#### Brief:
Using the word "stream" as the filter, copy each matching line from the records.

#### Data records:
*** Begin section ***

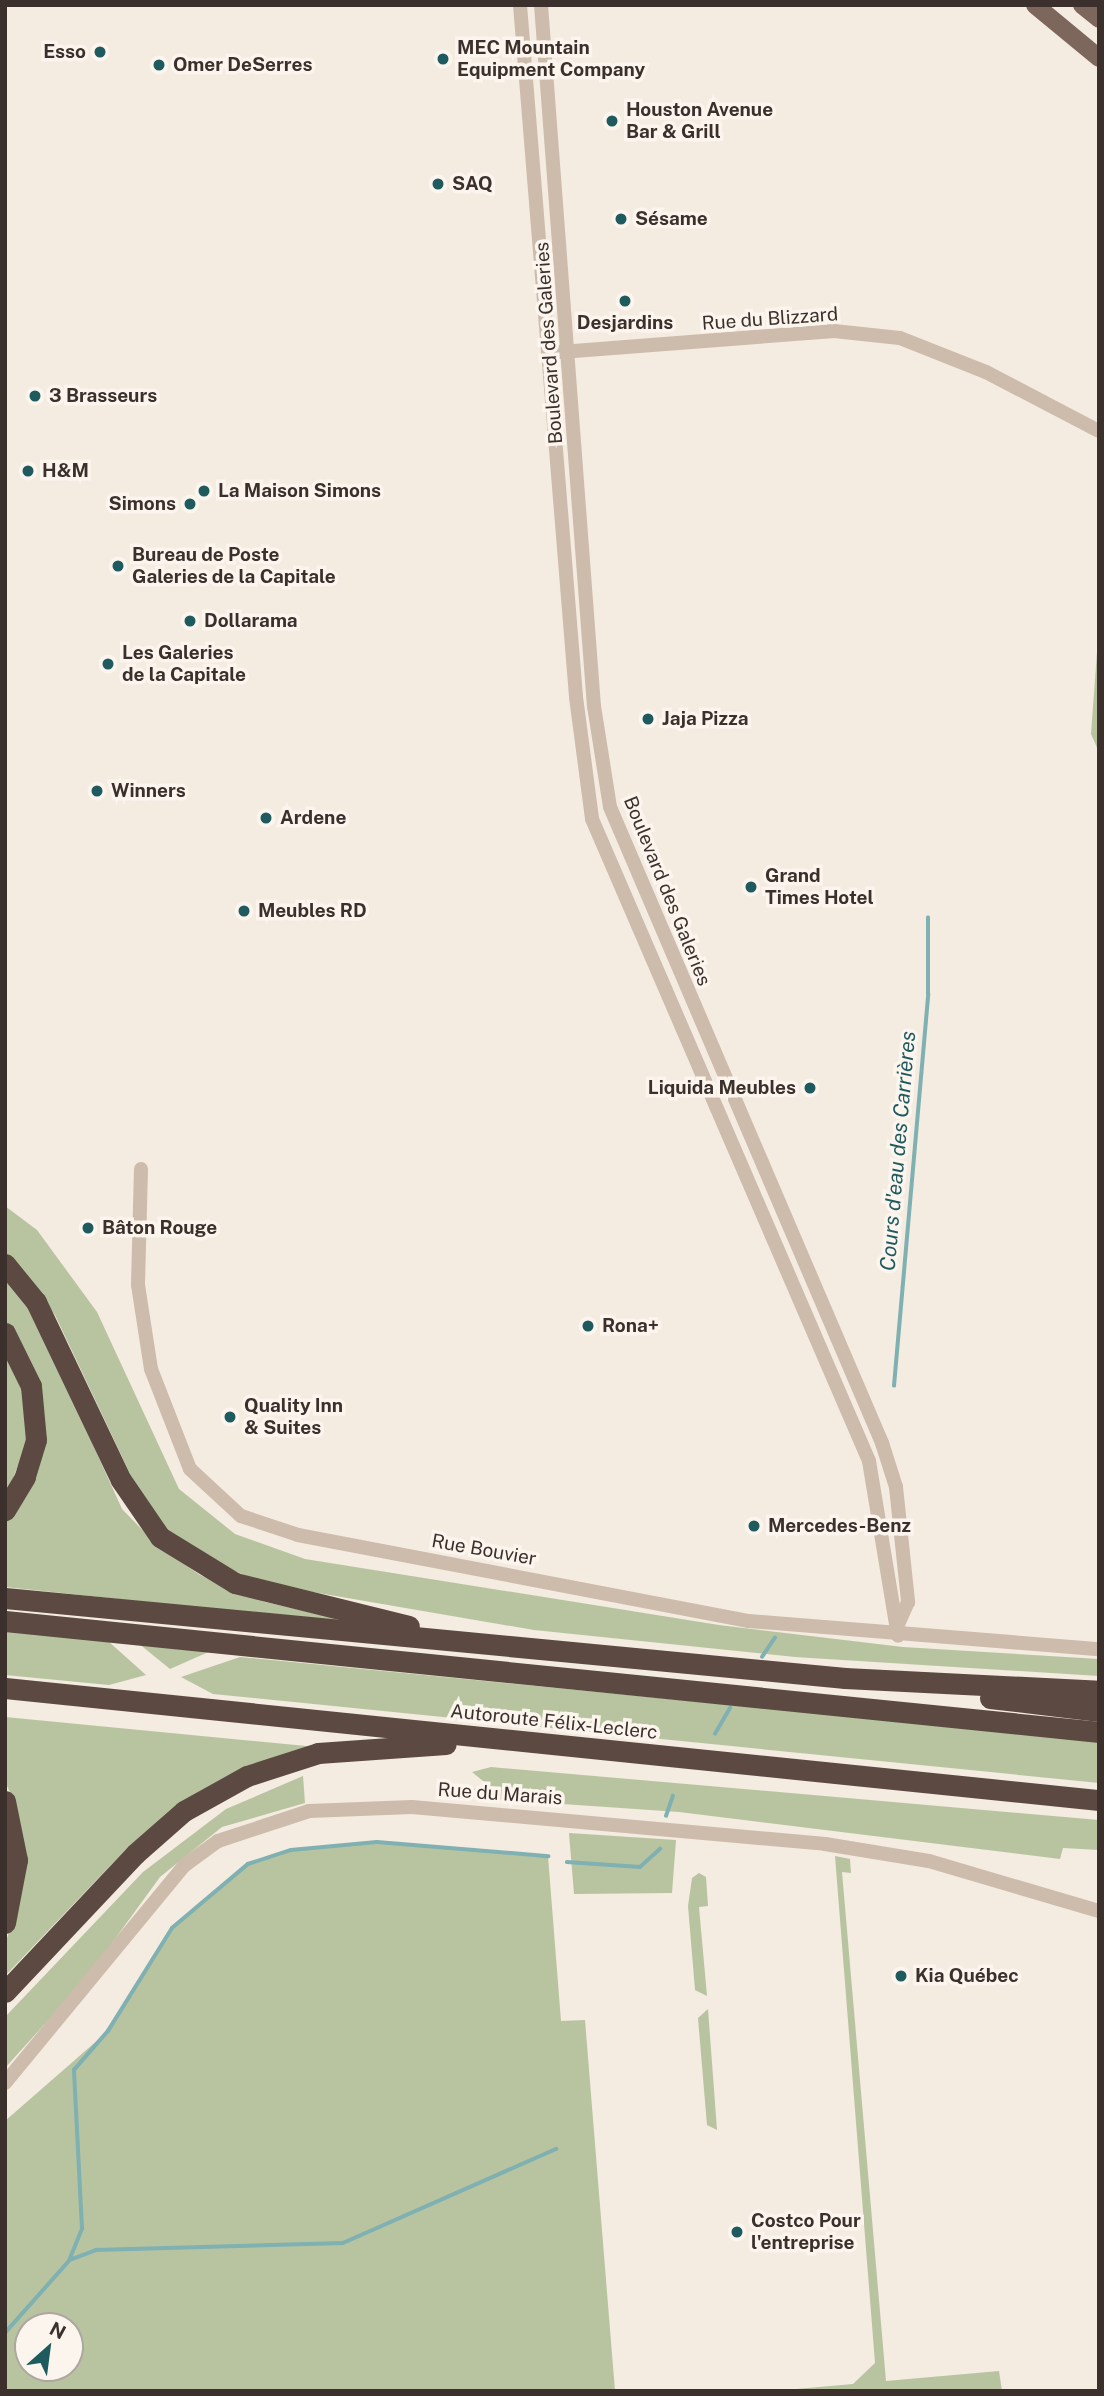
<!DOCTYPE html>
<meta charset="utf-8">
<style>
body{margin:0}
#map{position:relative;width:1104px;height:2396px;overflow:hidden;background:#f4ebe1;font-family:"Public Sans",sans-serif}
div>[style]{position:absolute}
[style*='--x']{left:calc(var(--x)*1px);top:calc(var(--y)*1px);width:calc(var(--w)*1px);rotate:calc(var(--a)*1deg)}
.green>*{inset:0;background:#b8c4a0}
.stream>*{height:3.5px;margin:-1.75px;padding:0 1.75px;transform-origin:1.75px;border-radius:1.75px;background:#7fb0b2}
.minor>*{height:14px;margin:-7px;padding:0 7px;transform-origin:7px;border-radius:7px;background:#cdbbac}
.major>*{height:18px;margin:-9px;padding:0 9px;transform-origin:9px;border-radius:9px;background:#7d675c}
.highway>*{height:21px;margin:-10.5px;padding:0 10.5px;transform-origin:10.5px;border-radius:10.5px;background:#5c4a42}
.dots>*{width:19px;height:19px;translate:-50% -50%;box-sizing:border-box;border:4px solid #fbf5ee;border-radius:50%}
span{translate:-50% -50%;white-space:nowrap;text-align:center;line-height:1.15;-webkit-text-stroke:7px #fbf5ee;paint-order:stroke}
.poi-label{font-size:19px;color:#3b302b;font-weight:700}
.left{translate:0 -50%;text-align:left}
.right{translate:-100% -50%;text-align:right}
.street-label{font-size:19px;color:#3b302b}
.water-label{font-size:21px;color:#1f5a5e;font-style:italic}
.frame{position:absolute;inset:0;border:7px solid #3b302b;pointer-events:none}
.north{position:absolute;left:14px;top:2312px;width:70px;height:70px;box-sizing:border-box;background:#fbf5ee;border:2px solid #aea6a0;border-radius:50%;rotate:28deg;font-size:19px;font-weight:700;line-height:28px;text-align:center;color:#3b302b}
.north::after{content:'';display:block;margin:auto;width:24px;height:32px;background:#1f5a5e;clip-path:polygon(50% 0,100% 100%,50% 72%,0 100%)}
</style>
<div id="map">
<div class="green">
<div style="clip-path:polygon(1099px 625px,1099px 752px,1091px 734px)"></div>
<div style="clip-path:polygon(5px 1206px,37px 1230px,97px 1312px,179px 1489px,235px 1534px,305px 1559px,719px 1625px,903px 1647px,1099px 1659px,1099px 1676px,795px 1657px,534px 1630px,266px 1584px,220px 1565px,167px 1530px,142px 1499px,55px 1315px,5px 1252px)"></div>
<div style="clip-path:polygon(5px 1278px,32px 1310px,122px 1509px,160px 1548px,200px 1575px,265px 1602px,365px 1625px,5px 1587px,5px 1519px,43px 1437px,5px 1320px)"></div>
<div style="clip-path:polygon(5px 1348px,27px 1400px,30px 1435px,5px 1499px)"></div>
<div style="clip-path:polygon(5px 1631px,108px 1641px,146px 1675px,109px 1685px,5px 1675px)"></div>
<div style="clip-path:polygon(138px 1643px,213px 1650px,170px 1669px)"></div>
<div style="clip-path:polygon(240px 1657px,1099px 1741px,1099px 1783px,213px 1694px,181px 1677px)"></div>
<div style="clip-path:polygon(5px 1717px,317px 1747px,128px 1847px,5px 1976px,5px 1943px,15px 1918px,14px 1802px,5px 1781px)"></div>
<div style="clip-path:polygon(491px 1767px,1099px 1820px,1099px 1850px,1063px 1848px,1060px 1859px,679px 1812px,447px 1796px,488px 1785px,472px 1772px)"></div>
<div style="clip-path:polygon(303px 1776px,305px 1803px,222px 1827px,160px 1877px,88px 1976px,5px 2068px,5px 2017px,143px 1872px,226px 1809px)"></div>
<div style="clip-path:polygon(569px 1833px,676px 1840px,672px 1893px,574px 1894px)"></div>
<div style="clip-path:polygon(evenodd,377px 1842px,548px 1856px,561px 2021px,585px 2020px,615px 2391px,5px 2391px,5px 2121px,108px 2031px,172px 1928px,248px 1864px,291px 1850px,377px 1842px,28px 2326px,70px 2326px,70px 2368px,28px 2368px,28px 2326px)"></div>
<div style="clip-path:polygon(835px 1856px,850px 1859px,851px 1873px,842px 1872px,886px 2381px,999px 2371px,1002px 2391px,774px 2391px,853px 2384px,875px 2363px)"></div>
<div style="clip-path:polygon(699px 1873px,706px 1877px,708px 1906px,699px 1907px,707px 1996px,695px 1990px,688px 1906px,692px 1878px)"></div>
<div style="clip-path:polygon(708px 2009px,717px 2130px,707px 2125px,698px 2018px)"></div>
</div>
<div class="stream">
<div style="--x:894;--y:1386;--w:393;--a:-85"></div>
<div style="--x:928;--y:994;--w:76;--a:-90"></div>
<div style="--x:762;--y:1657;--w:23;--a:-56"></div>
<div style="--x:715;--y:1734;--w:30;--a:-60"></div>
<div style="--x:666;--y:1816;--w:21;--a:-71"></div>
<div style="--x:567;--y:1862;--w:73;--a:3.9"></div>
<div style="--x:640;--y:1867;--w:27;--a:-42"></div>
<div style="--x:70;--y:2260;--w:28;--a:-21"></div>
<div style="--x:96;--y:2250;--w:247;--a:-1.6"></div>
<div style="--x:343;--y:2243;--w:233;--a:-23.8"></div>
<div style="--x:5;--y:2333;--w:96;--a:-48.4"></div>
<div style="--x:69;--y:2261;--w:35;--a:-68"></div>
<div style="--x:82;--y:2229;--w:159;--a:-92.9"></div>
<div style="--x:74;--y:2070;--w:52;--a:-48.9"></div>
<div style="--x:108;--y:2031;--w:121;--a:-58.1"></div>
<div style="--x:172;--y:1928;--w:99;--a:-40.1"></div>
<div style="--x:248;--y:1864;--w:45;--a:-18"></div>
<div style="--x:291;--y:1850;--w:86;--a:-5.3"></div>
<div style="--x:377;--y:1842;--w:172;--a:4.7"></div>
</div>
<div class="minor">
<div style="--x:520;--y:5;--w:694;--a:85.37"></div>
<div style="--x:576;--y:697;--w:123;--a:82.5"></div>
<div style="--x:592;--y:819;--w:699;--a:66.66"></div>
<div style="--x:869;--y:1461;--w:177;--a:80.6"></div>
<div style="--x:541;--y:5;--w:703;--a:85.68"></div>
<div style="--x:594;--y:706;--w:102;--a:81"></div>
<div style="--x:610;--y:807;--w:692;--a:66.84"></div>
<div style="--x:882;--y:1443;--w:46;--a:72.3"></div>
<div style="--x:896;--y:1487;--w:116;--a:84"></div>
<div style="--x:908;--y:1602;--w:24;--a:114"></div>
<div style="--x:548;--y:353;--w:287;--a:-4.4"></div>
<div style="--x:834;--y:331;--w:66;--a:6.1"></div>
<div style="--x:900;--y:338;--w:92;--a:21.6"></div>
<div style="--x:986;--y:372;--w:127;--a:27.6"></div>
<div style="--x:141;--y:1169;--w:116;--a:91.5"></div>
<div style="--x:138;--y:1285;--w:85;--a:81.2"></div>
<div style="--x:151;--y:1369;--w:107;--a:68.7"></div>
<div style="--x:190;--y:1469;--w:69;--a:42.7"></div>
<div style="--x:241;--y:1516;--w:60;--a:18.4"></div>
<div style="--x:298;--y:1535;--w:459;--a:10.8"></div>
<div style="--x:749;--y:1621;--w:351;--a:4.6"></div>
<div style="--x:5;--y:2083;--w:283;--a:-50.5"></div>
<div style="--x:185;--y:1865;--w:41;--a:-36"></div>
<div style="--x:218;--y:1841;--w:96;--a:-18.2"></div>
<div style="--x:309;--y:1811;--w:103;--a:-2.2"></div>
<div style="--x:412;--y:1807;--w:415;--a:5.1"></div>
<div style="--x:825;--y:1844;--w:105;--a:9.3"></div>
<div style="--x:929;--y:1861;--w:177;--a:16.4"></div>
</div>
<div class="major">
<div style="--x:1035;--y:5;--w:83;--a:39.6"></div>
<div style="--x:1082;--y:5;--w:22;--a:39"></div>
</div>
<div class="highway">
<div style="--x:5;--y:1264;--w:49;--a:50.8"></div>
<div style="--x:36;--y:1302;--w:197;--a:64.5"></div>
<div style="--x:121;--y:1480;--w:69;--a:55.6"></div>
<div style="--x:160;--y:1537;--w:88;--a:31.5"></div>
<div style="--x:235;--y:1583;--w:179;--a:13.9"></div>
<div style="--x:5;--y:1333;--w:59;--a:63.9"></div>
<div style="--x:31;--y:1386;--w:54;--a:84.7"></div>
<div style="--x:36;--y:1440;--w:39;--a:107"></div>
<div style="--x:25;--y:1477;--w:39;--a:121"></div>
<div style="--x:5;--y:1598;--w:844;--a:5.44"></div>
<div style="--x:845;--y:1678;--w:254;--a:2.9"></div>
<div style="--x:5;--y:1621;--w:1100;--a:5.79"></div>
<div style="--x:5;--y:1688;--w:1100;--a:5.85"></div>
<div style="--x:990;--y:1698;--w:110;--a:6.8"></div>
<div style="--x:5;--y:1801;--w:60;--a:78.5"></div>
<div style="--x:17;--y:1860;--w:64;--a:100.8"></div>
<div style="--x:5;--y:1992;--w:190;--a:-46.7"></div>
<div style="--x:135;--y:1854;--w:65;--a:-41.3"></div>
<div style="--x:184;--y:1811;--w:72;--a:-29.1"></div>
<div style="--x:247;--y:1776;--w:75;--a:-17.9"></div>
<div style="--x:318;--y:1753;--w:128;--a:-4"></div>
</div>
<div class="dots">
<div style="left:100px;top:52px;background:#1f5a5e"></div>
<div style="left:443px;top:59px;background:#1f5a5e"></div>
<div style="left:159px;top:65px;background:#1f5a5e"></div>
<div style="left:612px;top:121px;background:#1f5a5e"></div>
<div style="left:438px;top:184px;background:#1f5a5e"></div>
<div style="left:621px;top:219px;background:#1f5a5e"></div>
<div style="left:625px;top:301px;background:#1f5a5e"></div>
<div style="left:35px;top:396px;background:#1f5a5e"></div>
<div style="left:28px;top:471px;background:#1f5a5e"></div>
<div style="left:204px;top:491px;background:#1f5a5e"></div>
<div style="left:190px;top:504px;background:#1f5a5e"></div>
<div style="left:118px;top:566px;background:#1f5a5e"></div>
<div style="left:190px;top:621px;background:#1f5a5e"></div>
<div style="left:108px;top:664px;background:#1f5a5e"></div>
<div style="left:648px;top:719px;background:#1f5a5e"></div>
<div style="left:97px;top:791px;background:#1f5a5e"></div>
<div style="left:266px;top:818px;background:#1f5a5e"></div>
<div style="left:751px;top:887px;background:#1f5a5e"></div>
<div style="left:244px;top:911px;background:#1f5a5e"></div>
<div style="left:810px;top:1088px;background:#1f5a5e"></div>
<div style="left:88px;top:1228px;background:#1f5a5e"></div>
<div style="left:588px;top:1326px;background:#1f5a5e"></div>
<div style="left:230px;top:1417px;background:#1f5a5e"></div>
<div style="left:754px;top:1526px;background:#1f5a5e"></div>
<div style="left:901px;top:1976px;background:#1f5a5e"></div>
<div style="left:737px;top:2232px;background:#1f5a5e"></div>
</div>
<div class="poi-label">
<span class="left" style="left:457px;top:59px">MEC Mountain<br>Equipment Company</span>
<span class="right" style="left:86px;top:52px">Esso</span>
<span class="left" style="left:173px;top:65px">Omer DeSerres</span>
<span class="left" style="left:626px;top:121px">Houston Avenue<br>Bar &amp; Grill</span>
<span class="left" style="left:452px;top:184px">SAQ</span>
<span class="left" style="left:635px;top:219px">Sésame</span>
<span style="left:625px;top:323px">Desjardins</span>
<span class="left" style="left:49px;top:396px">3 Brasseurs</span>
<span class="left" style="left:42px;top:471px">H&amp;M</span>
<span class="left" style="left:218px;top:491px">La Maison Simons</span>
<span class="right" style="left:176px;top:504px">Simons</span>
<span class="left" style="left:132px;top:566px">Bureau de Poste<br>Galeries de la Capitale</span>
<span class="left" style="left:204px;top:621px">Dollarama</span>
<span class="left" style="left:122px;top:664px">Les Galeries<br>de la Capitale</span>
<span class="left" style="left:662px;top:719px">Jaja Pizza</span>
<span class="left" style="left:111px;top:791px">Winners</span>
<span class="left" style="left:280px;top:818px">Ardene</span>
<span class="left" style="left:765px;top:887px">Grand<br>Times Hotel</span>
<span class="left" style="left:258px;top:911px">Meubles RD</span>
<span class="right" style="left:796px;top:1088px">Liquida Meubles</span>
<span class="left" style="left:102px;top:1228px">Bâton Rouge</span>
<span class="left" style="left:602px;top:1326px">Rona+</span>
<span class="left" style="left:244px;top:1417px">Quality Inn<br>&amp; Suites</span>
<span class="left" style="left:768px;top:1526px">Mercedes-Benz</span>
<span class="left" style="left:915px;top:1976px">Kia Québec</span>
<span class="left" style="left:751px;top:2232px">Costco Pour<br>l'entreprise</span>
</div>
<div class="street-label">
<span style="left:770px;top:319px;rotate:-4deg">Rue du Blizzard</span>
<span style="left:549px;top:343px;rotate:-94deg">Boulevard des Galeries</span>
<span style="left:667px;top:891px;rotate:68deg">Boulevard des Galeries</span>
<span style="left:484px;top:1550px;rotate:10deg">Rue Bouvier</span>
<span style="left:554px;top:1722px;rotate:6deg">Autoroute Félix-Leclerc</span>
<span style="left:500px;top:1794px;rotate:4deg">Rue du Marais</span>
</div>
<div class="water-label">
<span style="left:898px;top:1151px;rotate:-85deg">Cours d'eau des Carrières</span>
</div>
<div class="frame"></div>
<div class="north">N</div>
</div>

*** End section ***

#### Task solution:
.stream>*{height:3.5px;margin:-1.75px;padding:0 1.75px;transform-origin:1.75px;border-radius:1.75px;background:#7fb0b2}
<div class="stream">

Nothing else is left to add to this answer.